• WHAT YOU HAVE TO DO:
The data must be returned exactly. No line may be left out.

• RECORDS PROVIDED:
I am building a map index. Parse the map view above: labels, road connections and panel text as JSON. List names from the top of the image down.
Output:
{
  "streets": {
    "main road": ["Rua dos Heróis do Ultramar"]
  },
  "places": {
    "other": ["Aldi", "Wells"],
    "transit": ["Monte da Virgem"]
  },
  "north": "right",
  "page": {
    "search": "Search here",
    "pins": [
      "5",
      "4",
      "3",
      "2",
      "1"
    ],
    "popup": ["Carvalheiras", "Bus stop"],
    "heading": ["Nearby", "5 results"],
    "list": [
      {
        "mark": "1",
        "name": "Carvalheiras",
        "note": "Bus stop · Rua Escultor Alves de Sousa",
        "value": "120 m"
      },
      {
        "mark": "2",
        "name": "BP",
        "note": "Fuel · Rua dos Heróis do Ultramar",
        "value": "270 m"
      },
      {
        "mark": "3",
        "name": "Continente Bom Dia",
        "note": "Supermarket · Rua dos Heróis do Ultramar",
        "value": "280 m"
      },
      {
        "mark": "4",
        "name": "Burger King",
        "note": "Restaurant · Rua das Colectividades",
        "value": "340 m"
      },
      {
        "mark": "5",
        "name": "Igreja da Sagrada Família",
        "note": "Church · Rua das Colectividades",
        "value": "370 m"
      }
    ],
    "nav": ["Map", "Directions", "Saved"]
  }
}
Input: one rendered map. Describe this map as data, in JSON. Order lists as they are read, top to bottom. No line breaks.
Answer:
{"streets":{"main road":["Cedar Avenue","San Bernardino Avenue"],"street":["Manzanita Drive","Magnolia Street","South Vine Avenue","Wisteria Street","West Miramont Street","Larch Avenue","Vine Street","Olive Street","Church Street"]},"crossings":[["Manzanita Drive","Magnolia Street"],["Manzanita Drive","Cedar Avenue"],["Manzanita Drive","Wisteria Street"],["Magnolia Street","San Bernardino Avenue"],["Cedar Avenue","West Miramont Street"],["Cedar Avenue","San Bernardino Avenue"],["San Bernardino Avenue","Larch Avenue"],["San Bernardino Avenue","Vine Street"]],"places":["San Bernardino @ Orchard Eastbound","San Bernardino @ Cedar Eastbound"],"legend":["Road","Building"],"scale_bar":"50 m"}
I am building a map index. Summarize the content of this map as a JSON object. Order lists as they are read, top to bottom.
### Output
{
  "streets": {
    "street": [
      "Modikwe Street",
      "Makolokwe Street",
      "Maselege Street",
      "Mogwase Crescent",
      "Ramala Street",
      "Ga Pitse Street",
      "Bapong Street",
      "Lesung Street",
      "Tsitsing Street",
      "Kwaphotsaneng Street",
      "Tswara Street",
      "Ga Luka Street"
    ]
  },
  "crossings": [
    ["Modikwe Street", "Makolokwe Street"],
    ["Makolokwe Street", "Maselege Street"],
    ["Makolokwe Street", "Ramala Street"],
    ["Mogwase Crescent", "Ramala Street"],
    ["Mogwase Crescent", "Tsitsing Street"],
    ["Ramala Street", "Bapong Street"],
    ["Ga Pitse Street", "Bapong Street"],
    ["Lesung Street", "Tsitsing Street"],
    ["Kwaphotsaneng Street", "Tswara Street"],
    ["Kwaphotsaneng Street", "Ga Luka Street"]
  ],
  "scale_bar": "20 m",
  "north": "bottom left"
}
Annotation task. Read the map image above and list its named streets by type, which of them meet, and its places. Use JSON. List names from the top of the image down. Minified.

• SOLUTION FOR THIS EXERCISE:
I am building a map index. Parse the map view above: labels, road connections and panel text as JSON. List names from the top of the image down.
Output:
{
  "streets": {
    "main road": ["Rua dos Heróis do Ultramar"]
  },
  "places": {
    "other": ["Aldi", "Wells"],
    "transit": ["Monte da Virgem"]
  },
  "north": "right",
  "page": {
    "search": "Search here",
    "pins": [
      "5",
      "4",
      "3",
      "2",
      "1"
    ],
    "popup": ["Carvalheiras", "Bus stop"],
    "heading": ["Nearby", "5 results"],
    "list": [
      {
        "mark": "1",
        "name": "Carvalheiras",
        "note": "Bus stop · Rua Escultor Alves de Sousa",
        "value": "120 m"
      },
      {
        "mark": "2",
        "name": "BP",
        "note": "Fuel · Rua dos Heróis do Ultramar",
        "value": "270 m"
      },
      {
        "mark": "3",
        "name": "Continente Bom Dia",
        "note": "Supermarket · Rua dos Heróis do Ultramar",
        "value": "280 m"
      },
      {
        "mark": "4",
        "name": "Burger King",
        "note": "Restaurant · Rua das Colectividades",
        "value": "340 m"
      },
      {
        "mark": "5",
        "name": "Igreja da Sagrada Família",
        "note": "Church · Rua das Colectividades",
        "value": "370 m"
      }
    ],
    "nav": ["Map", "Directions", "Saved"]
  }
}
Input: one rendered map. Describe this map as data, in JSON. Order lists as they are read, top to bottom. No line breaks.
Answer:
{"streets":{"main road":["Cedar Avenue","San Bernardino Avenue"],"street":["Manzanita Drive","Magnolia Street","South Vine Avenue","Wisteria Street","West Miramont Street","Larch Avenue","Vine Street","Olive Street","Church Street"]},"crossings":[["Manzanita Drive","Magnolia Street"],["Manzanita Drive","Cedar Avenue"],["Manzanita Drive","Wisteria Street"],["Magnolia Street","San Bernardino Avenue"],["Cedar Avenue","West Miramont Street"],["Cedar Avenue","San Bernardino Avenue"],["San Bernardino Avenue","Larch Avenue"],["San Bernardino Avenue","Vine Street"]],"places":["San Bernardino @ Orchard Eastbound","San Bernardino @ Cedar Eastbound"],"legend":["Road","Building"],"scale_bar":"50 m"}
I am building a map index. Summarize the content of this map as a JSON object. Order lists as they are read, top to bottom.
### Output
{
  "streets": {
    "street": [
      "Modikwe Street",
      "Makolokwe Street",
      "Maselege Street",
      "Mogwase Crescent",
      "Ramala Street",
      "Ga Pitse Street",
      "Bapong Street",
      "Lesung Street",
      "Tsitsing Street",
      "Kwaphotsaneng Street",
      "Tswara Street",
      "Ga Luka Street"
    ]
  },
  "crossings": [
    ["Modikwe Street", "Makolokwe Street"],
    ["Makolokwe Street", "Maselege Street"],
    ["Makolokwe Street", "Ramala Street"],
    ["Mogwase Crescent", "Ramala Street"],
    ["Mogwase Crescent", "Tsitsing Street"],
    ["Ramala Street", "Bapong Street"],
    ["Ga Pitse Street", "Bapong Street"],
    ["Lesung Street", "Tsitsing Street"],
    ["Kwaphotsaneng Street", "Tswara Street"],
    ["Kwaphotsaneng Street", "Ga Luka Street"]
  ],
  "scale_bar": "20 m",
  "north": "bottom left"
}
Annotation task. Read the map image above and list its named streets by type, which of them meet, and its places. Use JSON. List names from the top of the image down. Minified.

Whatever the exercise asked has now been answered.